Re: How to start spark streaming application with recent past timestamp for replay of old batches?

2016-02-21 Thread Akhil Das
On Mon, Feb 22, 2016 at 12:18 PM, ashokkumar rajendran <
ashokkumar.rajend...@gmail.com> wrote:

> Hi Folks,
>
>
>
> I am exploring spark for streaming from two sources (a) Kinesis and (b)
> HDFS for some of our use-cases. Since we maintain state gathered over last
> x hours in spark streaming, we would like to replay the data from last x
> hours as batches during deployment. I have gone through the Spark APIs but
> could not find anything that initiates with older timestamp. Appreciate
> your input on the same.
>
> 1.  Restarting with check-pointing runs the batches faster for missed
> timestamp period, but when we upgrade with new code, the same checkpoint
> directory cannot be reused.
>
​=> It is true that you won't be able to use the checkpoint when you
upgrade your code, the production codes are not upgraded every now and
then. You can basically create a configuration file in which you can put
most of then stuffs (like streaming duration, parameters etc) instead of
updating them in the code and breaking the checkpoint. ​


> 2.  For the case with kinesis as source, we can change the last
> checked sequence number in DynamoDB to get the data from last x hours, but
> this will be one large bunch of data for first restarted batch. So the data
> is not processed as natural multiple batches inside spark.
>
​=> The kinesis API has a way to limit the data rate, you might want to
look into that and implement a custom receiver for your use-case.​

​http://docs.aws.amazon.com/kinesis/latest/APIReference/API_GetRecords.html​

> 3.  For the source from HDFS, I could not find any alternative to
> start the streaming from old timestamp data, unless I manually (or with
> script) rename the old files after starting the stream. (This workaround
> leads to other complications too further).
>
​=> What you can do is, once the files are processed, you can move them to
a different directory and when you restart the stream for whatever reason,
you can make it pick all the files instead of the latest ones (by passing
the *newFilesOnly* boolean param)​


> 4.  May I know how is the zero data loss is achieved while having
> hdfs as source? i.e. if the driver fails while processing a micro batch,
> what happens when the application is restarted? Is the same micro-batch
> reprocessed?
>
​=> Yes, If the application is restarted then the micro-batch will be
reprocessed.​


>
>
> Regards
>
> Ashok
>


How to start spark streaming application with recent past timestamp for replay of old batches?

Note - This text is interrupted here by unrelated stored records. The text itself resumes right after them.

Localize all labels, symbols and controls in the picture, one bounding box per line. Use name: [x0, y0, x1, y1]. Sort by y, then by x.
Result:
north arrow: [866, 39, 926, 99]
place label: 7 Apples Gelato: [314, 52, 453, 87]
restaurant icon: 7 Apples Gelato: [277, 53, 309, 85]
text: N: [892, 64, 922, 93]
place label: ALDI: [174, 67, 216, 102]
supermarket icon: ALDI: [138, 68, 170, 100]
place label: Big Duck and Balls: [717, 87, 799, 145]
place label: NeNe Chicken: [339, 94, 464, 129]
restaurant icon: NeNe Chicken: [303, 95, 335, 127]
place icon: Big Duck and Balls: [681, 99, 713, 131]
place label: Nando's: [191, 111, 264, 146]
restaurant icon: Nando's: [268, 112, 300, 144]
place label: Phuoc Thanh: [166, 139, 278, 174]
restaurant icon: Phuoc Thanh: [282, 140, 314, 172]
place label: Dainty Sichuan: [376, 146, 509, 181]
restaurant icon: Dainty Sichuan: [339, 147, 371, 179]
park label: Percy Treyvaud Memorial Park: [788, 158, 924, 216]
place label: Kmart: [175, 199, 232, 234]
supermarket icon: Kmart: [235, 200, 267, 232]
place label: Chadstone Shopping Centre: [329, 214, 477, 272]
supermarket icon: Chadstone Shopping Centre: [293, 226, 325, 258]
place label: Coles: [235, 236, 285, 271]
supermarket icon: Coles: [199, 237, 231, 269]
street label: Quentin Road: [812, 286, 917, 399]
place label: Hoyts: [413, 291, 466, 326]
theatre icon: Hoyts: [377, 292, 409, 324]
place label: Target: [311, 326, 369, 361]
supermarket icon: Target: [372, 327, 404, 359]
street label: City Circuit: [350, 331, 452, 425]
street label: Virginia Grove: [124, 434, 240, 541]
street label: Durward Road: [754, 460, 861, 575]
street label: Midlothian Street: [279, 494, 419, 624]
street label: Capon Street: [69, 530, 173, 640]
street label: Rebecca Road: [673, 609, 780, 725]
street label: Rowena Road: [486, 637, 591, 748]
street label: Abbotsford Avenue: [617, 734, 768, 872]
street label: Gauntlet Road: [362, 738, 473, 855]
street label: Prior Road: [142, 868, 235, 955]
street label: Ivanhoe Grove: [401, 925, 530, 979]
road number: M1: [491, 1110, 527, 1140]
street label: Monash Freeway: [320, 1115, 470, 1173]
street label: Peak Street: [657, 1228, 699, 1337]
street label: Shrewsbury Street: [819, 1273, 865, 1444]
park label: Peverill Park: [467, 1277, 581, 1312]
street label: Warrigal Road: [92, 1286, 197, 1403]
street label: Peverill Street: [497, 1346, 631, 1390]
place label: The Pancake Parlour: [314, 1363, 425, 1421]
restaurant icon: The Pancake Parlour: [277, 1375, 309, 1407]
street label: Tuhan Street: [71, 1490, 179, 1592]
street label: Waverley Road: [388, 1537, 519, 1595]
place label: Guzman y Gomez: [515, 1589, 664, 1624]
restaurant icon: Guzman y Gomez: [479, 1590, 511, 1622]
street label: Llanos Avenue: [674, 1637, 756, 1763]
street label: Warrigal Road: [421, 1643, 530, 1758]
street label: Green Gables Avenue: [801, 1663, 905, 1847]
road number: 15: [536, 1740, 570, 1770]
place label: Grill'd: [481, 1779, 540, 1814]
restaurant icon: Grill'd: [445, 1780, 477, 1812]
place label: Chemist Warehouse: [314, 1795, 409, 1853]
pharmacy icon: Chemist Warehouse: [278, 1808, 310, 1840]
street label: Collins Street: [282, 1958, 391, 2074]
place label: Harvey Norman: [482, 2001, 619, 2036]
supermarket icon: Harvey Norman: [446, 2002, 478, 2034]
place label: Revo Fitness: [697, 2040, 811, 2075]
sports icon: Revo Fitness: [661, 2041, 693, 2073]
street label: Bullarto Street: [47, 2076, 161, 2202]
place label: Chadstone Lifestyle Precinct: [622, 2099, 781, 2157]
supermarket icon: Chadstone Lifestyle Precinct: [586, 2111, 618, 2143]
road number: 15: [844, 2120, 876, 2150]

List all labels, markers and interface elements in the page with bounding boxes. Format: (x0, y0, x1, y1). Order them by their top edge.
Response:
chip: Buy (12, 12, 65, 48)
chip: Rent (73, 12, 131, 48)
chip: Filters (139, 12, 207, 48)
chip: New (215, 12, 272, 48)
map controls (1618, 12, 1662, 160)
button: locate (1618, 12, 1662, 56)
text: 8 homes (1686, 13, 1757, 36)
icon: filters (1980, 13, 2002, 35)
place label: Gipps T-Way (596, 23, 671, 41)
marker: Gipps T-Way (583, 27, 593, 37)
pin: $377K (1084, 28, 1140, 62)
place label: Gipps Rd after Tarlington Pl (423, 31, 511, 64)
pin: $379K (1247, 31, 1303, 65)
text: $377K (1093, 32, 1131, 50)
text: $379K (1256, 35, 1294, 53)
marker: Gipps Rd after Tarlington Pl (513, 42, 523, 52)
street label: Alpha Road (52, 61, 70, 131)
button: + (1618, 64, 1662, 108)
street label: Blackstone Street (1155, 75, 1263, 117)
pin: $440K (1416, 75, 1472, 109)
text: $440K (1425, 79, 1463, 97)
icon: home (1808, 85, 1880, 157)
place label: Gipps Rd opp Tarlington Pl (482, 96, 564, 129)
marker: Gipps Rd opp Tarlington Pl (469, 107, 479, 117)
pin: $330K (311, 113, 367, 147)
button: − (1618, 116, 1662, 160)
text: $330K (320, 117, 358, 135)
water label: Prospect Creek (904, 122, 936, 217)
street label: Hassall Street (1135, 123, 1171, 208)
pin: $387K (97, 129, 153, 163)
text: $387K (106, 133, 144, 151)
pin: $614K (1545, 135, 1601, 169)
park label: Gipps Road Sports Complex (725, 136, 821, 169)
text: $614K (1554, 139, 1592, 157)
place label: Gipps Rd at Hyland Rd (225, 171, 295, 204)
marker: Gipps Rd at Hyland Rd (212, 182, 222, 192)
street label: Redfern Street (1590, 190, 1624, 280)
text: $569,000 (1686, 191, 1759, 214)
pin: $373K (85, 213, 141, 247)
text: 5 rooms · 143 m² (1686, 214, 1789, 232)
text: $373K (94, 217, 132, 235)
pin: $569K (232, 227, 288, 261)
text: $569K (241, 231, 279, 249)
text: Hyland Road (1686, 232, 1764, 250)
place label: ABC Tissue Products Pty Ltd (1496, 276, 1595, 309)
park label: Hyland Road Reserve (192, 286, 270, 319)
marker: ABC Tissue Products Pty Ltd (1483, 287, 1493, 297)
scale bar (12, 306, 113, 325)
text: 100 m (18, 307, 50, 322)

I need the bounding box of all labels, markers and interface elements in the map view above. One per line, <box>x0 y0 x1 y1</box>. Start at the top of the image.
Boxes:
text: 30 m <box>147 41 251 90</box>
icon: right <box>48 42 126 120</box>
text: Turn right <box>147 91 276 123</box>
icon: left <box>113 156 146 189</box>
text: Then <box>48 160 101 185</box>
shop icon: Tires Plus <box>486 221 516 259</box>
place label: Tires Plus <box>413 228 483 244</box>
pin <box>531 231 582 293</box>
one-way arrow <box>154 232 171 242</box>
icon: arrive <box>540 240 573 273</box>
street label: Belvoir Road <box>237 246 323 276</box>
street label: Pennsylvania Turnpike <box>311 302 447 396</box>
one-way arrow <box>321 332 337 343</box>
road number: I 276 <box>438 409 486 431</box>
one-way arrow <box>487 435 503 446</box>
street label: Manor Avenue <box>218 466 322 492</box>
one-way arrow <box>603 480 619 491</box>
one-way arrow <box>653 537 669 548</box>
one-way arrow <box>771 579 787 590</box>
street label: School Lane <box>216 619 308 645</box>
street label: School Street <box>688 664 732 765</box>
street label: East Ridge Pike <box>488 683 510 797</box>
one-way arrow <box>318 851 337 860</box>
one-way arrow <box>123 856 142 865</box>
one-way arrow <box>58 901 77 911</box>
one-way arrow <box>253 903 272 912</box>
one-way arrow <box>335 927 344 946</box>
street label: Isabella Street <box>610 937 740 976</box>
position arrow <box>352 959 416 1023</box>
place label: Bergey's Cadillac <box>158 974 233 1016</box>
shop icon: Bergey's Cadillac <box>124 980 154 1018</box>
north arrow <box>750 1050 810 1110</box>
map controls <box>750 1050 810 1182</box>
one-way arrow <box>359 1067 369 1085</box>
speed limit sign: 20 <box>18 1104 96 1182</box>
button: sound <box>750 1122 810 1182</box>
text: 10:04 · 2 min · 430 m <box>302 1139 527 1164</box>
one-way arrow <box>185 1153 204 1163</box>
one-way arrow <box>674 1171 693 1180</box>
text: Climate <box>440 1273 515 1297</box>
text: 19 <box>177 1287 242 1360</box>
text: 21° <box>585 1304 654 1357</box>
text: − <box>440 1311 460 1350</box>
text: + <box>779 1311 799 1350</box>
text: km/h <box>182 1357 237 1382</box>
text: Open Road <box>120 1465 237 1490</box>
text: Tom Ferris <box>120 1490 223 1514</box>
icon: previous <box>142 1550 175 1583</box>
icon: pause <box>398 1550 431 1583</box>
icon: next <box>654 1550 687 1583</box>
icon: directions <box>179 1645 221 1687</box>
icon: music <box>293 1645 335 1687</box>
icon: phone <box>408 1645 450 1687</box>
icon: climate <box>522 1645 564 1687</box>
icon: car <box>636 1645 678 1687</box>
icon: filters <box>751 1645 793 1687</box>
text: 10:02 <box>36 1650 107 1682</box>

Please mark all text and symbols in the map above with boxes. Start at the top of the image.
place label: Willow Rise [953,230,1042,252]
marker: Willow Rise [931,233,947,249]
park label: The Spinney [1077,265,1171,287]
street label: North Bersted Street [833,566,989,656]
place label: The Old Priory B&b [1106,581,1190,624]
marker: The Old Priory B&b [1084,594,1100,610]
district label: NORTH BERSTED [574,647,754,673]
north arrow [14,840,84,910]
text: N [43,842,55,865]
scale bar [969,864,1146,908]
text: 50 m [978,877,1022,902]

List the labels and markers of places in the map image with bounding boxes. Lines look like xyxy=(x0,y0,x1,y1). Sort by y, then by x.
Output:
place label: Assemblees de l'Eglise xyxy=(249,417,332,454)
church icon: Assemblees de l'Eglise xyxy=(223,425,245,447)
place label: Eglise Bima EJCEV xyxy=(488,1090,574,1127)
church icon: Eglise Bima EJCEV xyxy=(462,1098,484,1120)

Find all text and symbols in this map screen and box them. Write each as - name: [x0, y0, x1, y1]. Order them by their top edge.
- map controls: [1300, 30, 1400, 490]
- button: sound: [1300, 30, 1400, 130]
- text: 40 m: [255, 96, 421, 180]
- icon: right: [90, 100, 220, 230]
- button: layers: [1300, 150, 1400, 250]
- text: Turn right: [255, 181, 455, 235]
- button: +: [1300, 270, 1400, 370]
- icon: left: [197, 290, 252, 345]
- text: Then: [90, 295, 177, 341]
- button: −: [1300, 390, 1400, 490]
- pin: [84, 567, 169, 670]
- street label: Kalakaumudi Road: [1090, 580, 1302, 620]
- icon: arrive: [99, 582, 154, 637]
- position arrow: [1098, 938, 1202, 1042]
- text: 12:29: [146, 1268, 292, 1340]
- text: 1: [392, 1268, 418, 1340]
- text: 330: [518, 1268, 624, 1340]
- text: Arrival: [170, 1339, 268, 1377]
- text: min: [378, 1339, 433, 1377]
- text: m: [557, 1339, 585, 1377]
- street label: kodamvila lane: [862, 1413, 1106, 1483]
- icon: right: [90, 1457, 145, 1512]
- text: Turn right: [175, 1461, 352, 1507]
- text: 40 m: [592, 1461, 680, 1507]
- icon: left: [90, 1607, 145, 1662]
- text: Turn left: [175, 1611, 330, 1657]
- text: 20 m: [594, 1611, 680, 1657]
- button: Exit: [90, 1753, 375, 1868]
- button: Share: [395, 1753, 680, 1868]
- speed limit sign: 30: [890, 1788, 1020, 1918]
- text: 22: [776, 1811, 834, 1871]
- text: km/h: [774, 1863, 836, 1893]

2016-02-21 Thread ashokkumar rajendran
Hi Folks,



I am exploring spark for streaming from two sources (a) Kinesis and (b)
HDFS for some of our use-cases. Since we maintain state gathered over last
x hours in spark streaming, we would like to replay the data from last x
hours as batches during deployment. I have gone through the Spark APIs but
could not find anything that initiates with older timestamp. Appreciate
your input on the same.

1.  Restarting with check-pointing runs the batches faster for missed
timestamp period, but when we upgrade with new code, the same checkpoint
directory cannot be reused.

2.  For the case with kinesis as source, we can change the last checked
sequence number in DynamoDB to get the data from last x hours, but this
will be one large bunch of data for first restarted batch. So the data is
not processed as natural multiple batches inside spark.

3.  For the source from HDFS, I could not find any alternative to start
the streaming from old timestamp data, unless I manually (or with script)
rename the old files after starting the stream. (This workaround leads to
other complications too further).

4.  May I know how is the zero data loss is achieved while having hdfs
as source? i.e. if the driver fails while processing a micro batch, what
happens when the application is restarted? Is the same micro-batch
reprocessed?



Regards

Ashok